▸ Assigned task: For each line below that contains the word "service", return that line.

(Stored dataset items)
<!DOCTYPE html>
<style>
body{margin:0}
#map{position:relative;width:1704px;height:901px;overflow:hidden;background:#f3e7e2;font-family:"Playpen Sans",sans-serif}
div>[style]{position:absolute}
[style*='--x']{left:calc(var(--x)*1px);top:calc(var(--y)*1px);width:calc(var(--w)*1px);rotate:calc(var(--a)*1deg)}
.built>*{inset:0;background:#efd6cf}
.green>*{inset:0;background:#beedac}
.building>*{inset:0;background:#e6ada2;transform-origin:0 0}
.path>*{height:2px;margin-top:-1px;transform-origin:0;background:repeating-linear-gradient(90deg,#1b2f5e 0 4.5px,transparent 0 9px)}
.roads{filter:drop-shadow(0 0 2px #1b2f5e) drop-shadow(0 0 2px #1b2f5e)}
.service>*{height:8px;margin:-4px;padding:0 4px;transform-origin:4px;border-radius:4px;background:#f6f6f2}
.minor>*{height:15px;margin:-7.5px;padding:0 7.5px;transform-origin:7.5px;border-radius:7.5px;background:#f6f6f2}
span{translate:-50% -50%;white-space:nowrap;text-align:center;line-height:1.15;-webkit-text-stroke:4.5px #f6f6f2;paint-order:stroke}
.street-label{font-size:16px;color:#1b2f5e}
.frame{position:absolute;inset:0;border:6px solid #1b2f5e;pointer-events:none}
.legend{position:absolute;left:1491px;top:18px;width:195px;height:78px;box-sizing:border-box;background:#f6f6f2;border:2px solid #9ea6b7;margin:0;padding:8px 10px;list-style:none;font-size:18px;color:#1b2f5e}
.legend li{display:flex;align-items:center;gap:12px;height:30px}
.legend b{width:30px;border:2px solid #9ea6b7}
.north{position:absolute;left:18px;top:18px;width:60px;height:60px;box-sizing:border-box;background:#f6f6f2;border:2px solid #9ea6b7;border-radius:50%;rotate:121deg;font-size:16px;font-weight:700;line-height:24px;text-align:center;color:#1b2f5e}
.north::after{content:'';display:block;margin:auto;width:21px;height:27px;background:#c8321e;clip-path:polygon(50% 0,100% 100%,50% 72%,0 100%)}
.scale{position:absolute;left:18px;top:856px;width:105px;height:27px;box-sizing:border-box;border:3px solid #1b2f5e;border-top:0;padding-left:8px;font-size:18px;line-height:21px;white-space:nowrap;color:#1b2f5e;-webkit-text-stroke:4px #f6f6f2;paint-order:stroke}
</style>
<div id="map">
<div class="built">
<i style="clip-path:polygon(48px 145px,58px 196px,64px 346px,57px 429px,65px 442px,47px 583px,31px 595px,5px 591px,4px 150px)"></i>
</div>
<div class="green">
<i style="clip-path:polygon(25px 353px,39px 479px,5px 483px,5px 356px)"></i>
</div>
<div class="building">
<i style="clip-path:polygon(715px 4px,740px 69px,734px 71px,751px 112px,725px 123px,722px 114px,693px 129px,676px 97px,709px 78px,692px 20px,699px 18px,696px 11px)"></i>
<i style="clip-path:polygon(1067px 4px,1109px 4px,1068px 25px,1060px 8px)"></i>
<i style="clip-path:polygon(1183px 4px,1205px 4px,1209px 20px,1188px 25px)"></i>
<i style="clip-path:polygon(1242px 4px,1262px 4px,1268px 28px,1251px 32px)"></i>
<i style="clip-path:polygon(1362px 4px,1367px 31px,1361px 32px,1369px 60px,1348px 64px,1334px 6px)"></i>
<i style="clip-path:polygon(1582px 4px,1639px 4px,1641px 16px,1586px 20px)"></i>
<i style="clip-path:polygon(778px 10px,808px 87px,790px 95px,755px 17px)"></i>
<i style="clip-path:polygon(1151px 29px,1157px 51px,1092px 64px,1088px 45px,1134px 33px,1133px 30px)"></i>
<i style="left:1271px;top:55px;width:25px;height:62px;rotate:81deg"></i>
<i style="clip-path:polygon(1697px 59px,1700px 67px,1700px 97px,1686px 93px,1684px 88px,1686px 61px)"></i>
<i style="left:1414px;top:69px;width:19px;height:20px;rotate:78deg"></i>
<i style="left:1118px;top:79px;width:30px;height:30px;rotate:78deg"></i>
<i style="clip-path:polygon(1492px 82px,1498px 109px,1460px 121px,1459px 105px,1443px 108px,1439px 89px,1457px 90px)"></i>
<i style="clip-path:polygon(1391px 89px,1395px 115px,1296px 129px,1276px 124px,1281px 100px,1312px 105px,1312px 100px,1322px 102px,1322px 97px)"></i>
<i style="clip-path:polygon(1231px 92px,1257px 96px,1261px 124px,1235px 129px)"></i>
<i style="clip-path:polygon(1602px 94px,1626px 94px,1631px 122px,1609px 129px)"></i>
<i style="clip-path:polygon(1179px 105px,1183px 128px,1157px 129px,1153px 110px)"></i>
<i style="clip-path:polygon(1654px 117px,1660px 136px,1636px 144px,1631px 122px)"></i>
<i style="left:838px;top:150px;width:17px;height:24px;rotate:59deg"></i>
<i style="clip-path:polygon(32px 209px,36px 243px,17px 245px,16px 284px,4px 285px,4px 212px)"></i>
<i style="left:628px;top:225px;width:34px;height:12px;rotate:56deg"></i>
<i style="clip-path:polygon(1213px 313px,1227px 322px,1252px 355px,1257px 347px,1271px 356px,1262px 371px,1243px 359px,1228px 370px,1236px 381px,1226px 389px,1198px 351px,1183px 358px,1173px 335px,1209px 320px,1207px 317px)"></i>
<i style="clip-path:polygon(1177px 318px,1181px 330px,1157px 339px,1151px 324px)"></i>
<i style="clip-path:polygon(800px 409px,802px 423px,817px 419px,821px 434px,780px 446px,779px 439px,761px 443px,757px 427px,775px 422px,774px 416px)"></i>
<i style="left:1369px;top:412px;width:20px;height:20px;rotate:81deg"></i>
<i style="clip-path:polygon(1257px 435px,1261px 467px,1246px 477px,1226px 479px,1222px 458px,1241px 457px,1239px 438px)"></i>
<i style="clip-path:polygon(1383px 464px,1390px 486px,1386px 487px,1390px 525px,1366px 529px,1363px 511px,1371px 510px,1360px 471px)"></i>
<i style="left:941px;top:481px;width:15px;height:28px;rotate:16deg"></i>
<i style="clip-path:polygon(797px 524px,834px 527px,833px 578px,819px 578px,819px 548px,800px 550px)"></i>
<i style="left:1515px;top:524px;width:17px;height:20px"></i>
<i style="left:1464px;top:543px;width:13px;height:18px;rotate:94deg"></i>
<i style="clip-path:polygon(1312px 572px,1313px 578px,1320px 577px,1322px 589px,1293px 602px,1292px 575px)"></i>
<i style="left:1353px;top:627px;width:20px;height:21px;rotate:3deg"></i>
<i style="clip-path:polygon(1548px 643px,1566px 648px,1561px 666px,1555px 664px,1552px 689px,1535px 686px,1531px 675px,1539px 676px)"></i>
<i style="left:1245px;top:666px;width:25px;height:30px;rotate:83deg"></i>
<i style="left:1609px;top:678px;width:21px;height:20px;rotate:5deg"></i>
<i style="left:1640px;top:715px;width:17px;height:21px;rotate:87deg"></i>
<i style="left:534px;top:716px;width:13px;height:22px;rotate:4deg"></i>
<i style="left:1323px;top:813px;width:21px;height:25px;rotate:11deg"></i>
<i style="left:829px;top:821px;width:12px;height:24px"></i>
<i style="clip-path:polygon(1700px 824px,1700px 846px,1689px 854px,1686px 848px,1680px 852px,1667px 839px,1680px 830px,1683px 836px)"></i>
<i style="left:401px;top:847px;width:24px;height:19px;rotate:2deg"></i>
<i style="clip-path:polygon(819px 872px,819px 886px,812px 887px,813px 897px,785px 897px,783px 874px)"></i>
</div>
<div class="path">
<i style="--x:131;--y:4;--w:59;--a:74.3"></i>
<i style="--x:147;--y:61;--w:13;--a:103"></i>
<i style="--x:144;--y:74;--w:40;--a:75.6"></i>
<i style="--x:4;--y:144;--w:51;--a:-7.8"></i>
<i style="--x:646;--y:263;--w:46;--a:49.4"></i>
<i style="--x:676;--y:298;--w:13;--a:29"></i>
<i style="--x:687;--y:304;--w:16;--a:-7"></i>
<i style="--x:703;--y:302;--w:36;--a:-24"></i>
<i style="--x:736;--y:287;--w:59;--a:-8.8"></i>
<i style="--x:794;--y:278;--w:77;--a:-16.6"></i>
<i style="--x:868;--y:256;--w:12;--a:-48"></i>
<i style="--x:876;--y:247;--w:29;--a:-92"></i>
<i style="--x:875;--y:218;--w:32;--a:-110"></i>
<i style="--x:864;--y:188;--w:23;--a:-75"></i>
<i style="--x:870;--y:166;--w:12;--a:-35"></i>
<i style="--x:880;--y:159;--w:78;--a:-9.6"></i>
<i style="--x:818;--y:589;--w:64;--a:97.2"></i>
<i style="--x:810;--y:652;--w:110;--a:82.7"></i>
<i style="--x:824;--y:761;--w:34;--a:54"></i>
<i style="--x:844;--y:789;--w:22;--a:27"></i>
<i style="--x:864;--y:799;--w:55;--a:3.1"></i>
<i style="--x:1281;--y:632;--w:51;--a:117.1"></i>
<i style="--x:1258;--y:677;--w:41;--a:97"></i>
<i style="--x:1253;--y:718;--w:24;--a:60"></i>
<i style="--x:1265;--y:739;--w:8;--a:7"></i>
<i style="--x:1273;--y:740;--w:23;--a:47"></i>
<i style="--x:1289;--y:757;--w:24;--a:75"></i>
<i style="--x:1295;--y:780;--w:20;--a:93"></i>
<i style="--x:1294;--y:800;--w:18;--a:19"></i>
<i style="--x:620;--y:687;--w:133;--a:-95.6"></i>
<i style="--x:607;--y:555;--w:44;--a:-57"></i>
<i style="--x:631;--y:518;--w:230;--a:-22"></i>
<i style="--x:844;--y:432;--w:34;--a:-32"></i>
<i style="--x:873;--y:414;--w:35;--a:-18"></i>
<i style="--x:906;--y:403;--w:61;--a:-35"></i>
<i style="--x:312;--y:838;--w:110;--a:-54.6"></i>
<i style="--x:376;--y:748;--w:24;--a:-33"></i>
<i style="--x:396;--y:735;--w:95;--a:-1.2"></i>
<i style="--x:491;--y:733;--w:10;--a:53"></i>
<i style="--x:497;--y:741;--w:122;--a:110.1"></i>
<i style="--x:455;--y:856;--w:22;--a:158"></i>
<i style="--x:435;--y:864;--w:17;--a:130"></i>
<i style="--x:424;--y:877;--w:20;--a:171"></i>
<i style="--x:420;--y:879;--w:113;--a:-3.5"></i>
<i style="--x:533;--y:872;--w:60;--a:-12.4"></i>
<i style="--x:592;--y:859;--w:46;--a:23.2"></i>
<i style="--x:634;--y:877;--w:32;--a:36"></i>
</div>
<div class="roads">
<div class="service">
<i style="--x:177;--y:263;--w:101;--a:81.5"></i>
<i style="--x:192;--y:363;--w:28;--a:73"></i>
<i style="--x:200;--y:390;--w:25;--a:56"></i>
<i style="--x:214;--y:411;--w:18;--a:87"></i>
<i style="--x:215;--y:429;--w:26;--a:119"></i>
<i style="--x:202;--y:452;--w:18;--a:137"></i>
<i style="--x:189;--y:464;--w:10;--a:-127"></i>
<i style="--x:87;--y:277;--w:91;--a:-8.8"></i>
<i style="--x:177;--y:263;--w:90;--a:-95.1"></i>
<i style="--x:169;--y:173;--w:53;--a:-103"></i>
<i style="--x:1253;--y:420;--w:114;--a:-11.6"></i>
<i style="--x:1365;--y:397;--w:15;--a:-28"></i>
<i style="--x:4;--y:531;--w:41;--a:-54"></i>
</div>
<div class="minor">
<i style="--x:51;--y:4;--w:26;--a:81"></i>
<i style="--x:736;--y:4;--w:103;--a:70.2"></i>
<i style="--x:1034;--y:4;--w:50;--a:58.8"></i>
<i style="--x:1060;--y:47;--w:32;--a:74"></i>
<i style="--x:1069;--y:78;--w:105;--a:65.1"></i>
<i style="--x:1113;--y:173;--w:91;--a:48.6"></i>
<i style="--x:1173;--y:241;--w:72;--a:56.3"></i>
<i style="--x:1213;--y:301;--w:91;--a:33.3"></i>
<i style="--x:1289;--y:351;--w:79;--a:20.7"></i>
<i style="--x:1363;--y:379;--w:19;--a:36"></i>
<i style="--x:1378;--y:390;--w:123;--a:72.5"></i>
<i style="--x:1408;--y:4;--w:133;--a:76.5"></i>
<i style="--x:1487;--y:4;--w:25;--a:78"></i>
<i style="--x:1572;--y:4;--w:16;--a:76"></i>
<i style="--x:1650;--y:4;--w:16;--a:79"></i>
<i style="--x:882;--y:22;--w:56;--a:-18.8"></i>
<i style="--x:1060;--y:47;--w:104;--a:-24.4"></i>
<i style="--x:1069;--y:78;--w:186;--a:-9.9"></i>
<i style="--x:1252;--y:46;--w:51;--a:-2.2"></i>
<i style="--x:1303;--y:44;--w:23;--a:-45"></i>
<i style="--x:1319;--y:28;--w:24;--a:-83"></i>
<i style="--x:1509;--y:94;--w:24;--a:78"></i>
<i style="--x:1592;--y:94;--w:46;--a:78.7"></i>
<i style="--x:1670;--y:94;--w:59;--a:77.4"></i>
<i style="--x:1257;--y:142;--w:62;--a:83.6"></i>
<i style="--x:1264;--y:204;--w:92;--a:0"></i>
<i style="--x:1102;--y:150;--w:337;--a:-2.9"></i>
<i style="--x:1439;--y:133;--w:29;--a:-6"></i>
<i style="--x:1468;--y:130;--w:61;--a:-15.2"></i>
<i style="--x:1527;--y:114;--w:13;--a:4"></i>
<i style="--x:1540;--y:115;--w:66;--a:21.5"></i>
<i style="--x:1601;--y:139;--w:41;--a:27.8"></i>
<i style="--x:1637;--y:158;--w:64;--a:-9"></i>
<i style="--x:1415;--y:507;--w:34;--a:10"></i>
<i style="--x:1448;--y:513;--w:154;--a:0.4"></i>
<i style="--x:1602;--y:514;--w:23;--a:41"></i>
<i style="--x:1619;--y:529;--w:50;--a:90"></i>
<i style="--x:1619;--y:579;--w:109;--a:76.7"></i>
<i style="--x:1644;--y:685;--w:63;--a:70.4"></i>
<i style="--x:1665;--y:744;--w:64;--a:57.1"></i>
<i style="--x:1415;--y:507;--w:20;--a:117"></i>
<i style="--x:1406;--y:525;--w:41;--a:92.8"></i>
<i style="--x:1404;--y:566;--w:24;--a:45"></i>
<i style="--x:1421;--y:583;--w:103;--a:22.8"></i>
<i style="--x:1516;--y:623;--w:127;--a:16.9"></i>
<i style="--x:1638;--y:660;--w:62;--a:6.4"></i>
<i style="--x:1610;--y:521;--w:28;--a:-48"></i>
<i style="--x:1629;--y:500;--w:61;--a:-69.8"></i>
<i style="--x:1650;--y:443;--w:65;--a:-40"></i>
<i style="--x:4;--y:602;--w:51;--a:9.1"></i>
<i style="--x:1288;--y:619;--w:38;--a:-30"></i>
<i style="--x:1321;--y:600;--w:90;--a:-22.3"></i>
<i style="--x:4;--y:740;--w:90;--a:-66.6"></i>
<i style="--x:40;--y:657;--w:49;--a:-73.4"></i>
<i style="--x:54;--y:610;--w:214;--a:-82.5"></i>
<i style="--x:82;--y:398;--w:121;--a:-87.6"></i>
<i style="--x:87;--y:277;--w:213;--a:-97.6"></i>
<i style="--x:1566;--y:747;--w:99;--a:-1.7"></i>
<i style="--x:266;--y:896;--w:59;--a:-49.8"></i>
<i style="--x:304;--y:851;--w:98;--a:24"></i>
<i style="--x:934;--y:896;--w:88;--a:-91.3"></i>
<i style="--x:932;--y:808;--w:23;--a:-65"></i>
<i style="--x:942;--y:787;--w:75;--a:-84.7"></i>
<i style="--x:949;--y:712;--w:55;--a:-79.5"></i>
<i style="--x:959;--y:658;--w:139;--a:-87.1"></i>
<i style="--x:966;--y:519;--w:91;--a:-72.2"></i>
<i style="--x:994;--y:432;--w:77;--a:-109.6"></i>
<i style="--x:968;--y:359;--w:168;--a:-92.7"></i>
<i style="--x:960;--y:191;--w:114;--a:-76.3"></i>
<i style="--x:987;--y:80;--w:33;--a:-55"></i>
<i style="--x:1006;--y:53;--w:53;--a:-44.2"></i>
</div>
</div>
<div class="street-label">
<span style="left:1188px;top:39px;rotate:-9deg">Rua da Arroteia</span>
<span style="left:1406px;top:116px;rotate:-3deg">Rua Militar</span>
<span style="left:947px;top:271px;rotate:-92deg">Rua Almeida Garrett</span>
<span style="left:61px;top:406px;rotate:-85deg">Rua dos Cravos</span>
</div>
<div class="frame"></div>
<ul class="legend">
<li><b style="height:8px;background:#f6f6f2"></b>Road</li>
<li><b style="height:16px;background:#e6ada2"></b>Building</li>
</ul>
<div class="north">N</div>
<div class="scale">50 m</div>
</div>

▸ Reply:
.service>*{height:8px;margin:-4px;padding:0 4px;transform-origin:4px;border-radius:4px;background:#f6f6f2}
<div class="service">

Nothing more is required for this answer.